Emotionally, a cancer diagnosis can make people feel they have been hit by a train, creating anger, resentment (why me?) and in this state they are probably not going to make rational decisions. This takes me back to listening. You have to admire people who face up to life of a few months.
What helped me cope with my illness was the courage and dignity of my parents who’d had cancer, and several family members, including two cousins, who died of cancer at age 48, the same age at which my mother died. Seeing this courage gave me a little voice in the back of my head telling me not to let the side down if my turn came.
First cancer case
My first case of dealing with a client with cancer was before my own diagnosis. My call to the client was about his paid-up executive pension plans but within one minute he told me he’d had most of a brain tumour removed. I asked: ‘How long have you got?’ I told him he didn’t have to say if he didn’t want to. His answer, that 50% of people with the same condition die within 12-18 months, was direct and delivered without emotion.

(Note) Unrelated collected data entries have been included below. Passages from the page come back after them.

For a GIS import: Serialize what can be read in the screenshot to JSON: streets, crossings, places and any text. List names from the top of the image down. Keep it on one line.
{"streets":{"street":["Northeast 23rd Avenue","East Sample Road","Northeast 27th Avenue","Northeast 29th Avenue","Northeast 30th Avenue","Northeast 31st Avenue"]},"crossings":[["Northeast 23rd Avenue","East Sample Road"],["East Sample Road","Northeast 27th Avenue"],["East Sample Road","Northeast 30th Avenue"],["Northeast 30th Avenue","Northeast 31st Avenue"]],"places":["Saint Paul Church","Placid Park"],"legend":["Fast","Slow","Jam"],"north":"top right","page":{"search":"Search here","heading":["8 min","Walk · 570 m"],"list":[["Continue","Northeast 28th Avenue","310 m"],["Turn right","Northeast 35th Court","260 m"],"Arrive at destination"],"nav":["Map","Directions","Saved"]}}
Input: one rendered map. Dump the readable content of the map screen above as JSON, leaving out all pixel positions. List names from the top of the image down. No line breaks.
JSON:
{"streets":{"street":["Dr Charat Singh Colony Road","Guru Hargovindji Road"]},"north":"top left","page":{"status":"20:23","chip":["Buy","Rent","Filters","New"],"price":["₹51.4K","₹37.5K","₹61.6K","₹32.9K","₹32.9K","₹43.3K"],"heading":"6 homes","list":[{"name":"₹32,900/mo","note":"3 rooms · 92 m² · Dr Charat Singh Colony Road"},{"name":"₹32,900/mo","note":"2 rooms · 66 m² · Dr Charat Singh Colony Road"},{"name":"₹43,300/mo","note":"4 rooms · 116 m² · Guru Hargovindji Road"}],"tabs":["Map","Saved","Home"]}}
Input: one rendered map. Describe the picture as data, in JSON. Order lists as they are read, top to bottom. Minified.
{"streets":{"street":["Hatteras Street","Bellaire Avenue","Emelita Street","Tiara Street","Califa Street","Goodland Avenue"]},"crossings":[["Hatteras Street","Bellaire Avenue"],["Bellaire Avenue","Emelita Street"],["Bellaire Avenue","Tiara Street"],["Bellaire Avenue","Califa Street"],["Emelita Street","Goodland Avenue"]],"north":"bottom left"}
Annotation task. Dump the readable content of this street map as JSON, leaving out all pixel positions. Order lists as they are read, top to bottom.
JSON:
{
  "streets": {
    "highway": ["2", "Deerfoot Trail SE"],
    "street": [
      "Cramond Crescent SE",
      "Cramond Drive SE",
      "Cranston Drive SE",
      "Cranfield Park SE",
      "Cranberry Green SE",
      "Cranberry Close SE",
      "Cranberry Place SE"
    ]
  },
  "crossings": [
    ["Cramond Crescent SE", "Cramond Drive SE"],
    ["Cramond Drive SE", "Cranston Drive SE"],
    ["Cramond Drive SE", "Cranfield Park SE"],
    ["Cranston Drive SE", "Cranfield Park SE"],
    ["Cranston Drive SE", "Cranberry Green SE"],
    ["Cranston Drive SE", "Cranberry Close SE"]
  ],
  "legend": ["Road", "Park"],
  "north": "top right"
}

In his early 40s, the idea of an annuity and tax-free cash seemed ridiculous at best and obscene at worst. But getting the funds paid out to him in cash took much longer than planned. Even then it only happened after wresting control of the file from an efficient administrator.
Vulnerable clients
People with cancer are vulnerable. Alarm bells would ring if I felt they did not understand what I was saying, and in my approach to vulnerable clients I freely admit to paranoia. Fortunately, the choice I offer to clients is simple: Do you want your money tied up in a pension or in cash in your bank account?
My biggest worry? I hope some smart arse doesn’t try to turn this into a wheeze for getting pensions paid out in cash and tax-free.